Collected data
_____

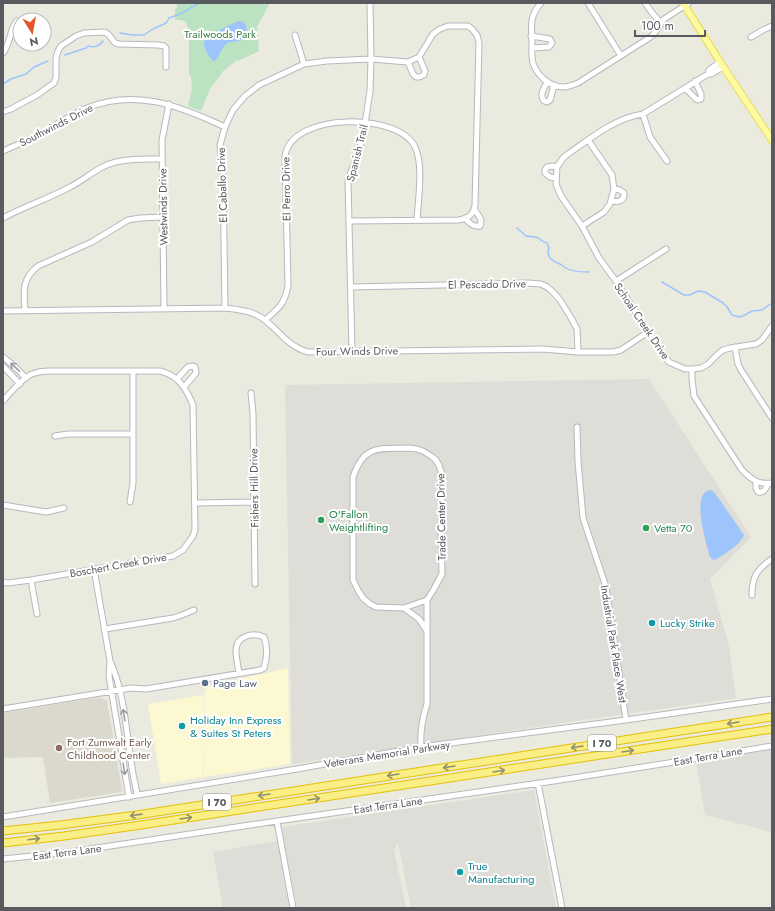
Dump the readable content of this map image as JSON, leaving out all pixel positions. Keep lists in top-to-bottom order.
{
  "streets": {
    "highway": ["I 70"],
    "street": [
      "Southwinds Drive",
      "Spanish Trail",
      "El Caballo Drive",
      "El Perro Drive",
      "Westwinds Drive",
      "El Pescado Drive",
      "Schoal Creek Drive",
      "Four Winds Drive",
      "Fishers Hill Drive",
      "Trade Center Drive",
      "Boschert Creek Drive",
      "Industrial Park Place West",
      "Veterans Memorial Parkway",
      "East Terra Lane"
    ]
  },
  "crossings": [
    ["Southwinds Drive", "El Caballo Drive"],
    ["Southwinds Drive", "Westwinds Drive"],
    ["Spanish Trail", "El Caballo Drive"],
    ["Spanish Trail", "El Perro Drive"],
    ["Spanish Trail", "El Pescado Drive"],
    ["Spanish Trail", "Four Winds Drive"],
    ["El Caballo Drive", "Four Winds Drive"],
    ["El Perro Drive", "Four Winds Drive"],
    ["Westwinds Drive", "Four Winds Drive"],
    ["El Pescado Drive", "Four Winds Drive"],
    ["Schoal Creek Drive", "Four Winds Drive"],
    ["Trade Center Drive", "Veterans Memorial Parkway"],
    ["Industrial Park Place West", "Veterans Memorial Parkway"]
  ],
  "parks": ["Trailwoods Park"],
  "places": [
    "O'Fallon Weightlifting",
    "Vetta 70",
    "Lucky Strike",
    "Page Law",
    "Holiday Inn Express & Suites St Peters",
    "Fort Zumwalt Early Childhood Center",
    "True Manufacturing"
  ],
  "scale_bar": "100 m",
  "north": "bottom"
}
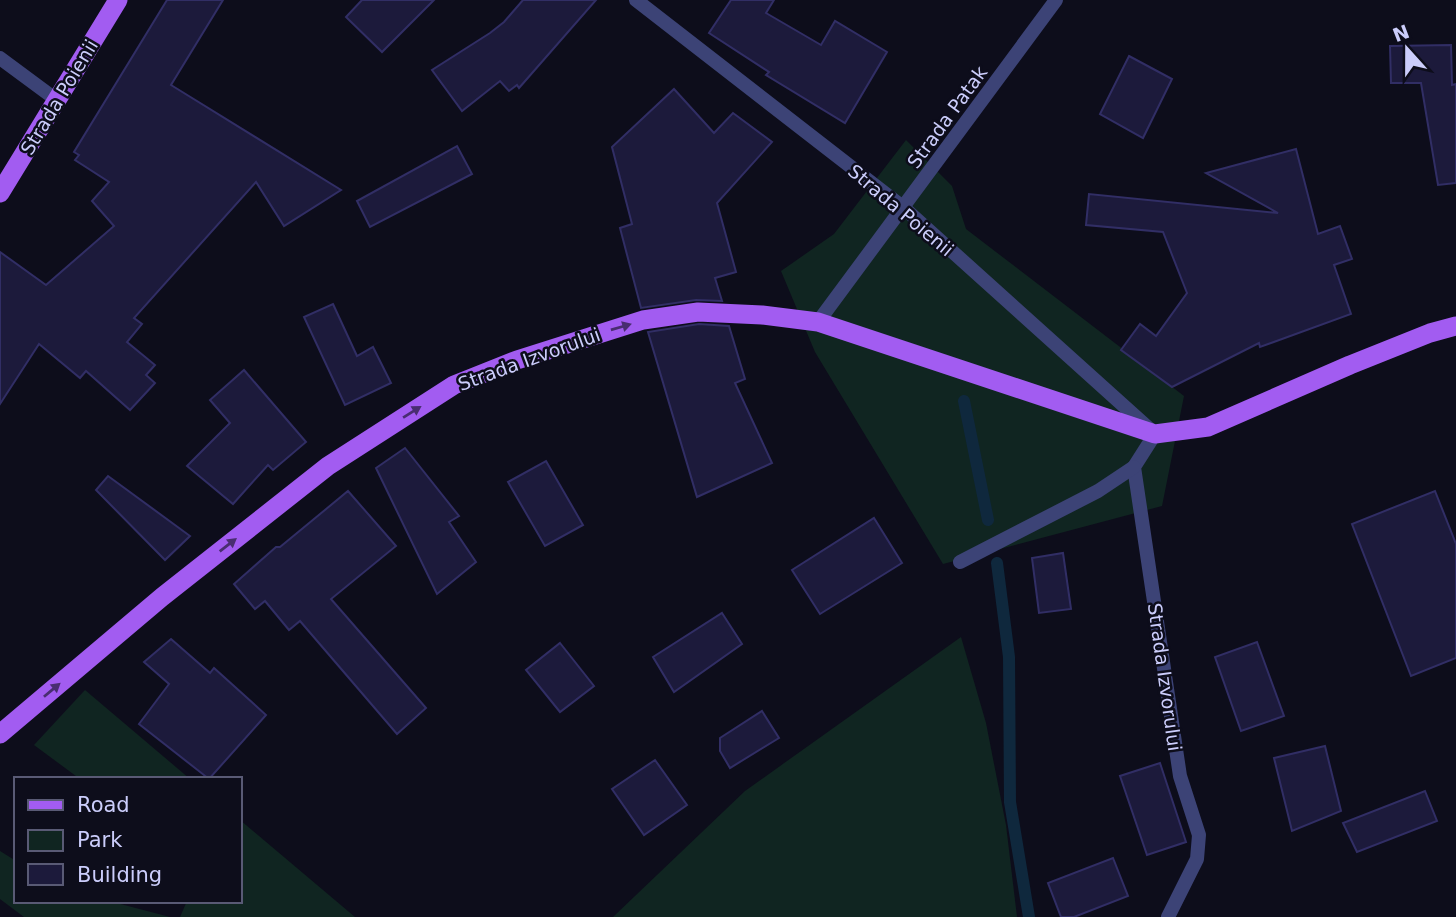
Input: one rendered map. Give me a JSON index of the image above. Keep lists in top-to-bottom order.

_____

WHAT THE EXERCISE ASKS
Leaving aside the images, write out the entries above word for word.

EXPECTED ANSWER
Dump the readable content of this map image as JSON, leaving out all pixel positions. Keep lists in top-to-bottom order.
{
  "streets": {
    "highway": ["I 70"],
    "street": [
      "Southwinds Drive",
      "Spanish Trail",
      "El Caballo Drive",
      "El Perro Drive",
      "Westwinds Drive",
      "El Pescado Drive",
      "Schoal Creek Drive",
      "Four Winds Drive",
      "Fishers Hill Drive",
      "Trade Center Drive",
      "Boschert Creek Drive",
      "Industrial Park Place West",
      "Veterans Memorial Parkway",
      "East Terra Lane"
    ]
  },
  "crossings": [
    ["Southwinds Drive", "El Caballo Drive"],
    ["Southwinds Drive", "Westwinds Drive"],
    ["Spanish Trail", "El Caballo Drive"],
    ["Spanish Trail", "El Perro Drive"],
    ["Spanish Trail", "El Pescado Drive"],
    ["Spanish Trail", "Four Winds Drive"],
    ["El Caballo Drive", "Four Winds Drive"],
    ["El Perro Drive", "Four Winds Drive"],
    ["Westwinds Drive", "Four Winds Drive"],
    ["El Pescado Drive", "Four Winds Drive"],
    ["Schoal Creek Drive", "Four Winds Drive"],
    ["Trade Center Drive", "Veterans Memorial Parkway"],
    ["Industrial Park Place West", "Veterans Memorial Parkway"]
  ],
  "parks": ["Trailwoods Park"],
  "places": [
    "O'Fallon Weightlifting",
    "Vetta 70",
    "Lucky Strike",
    "Page Law",
    "Holiday Inn Express & Suites St Peters",
    "Fort Zumwalt Early Childhood Center",
    "True Manufacturing"
  ],
  "scale_bar": "100 m",
  "north": "bottom"
}
Input: one rendered map. Give me a JSON index of the image above. Keep lists in top-to-bottom order.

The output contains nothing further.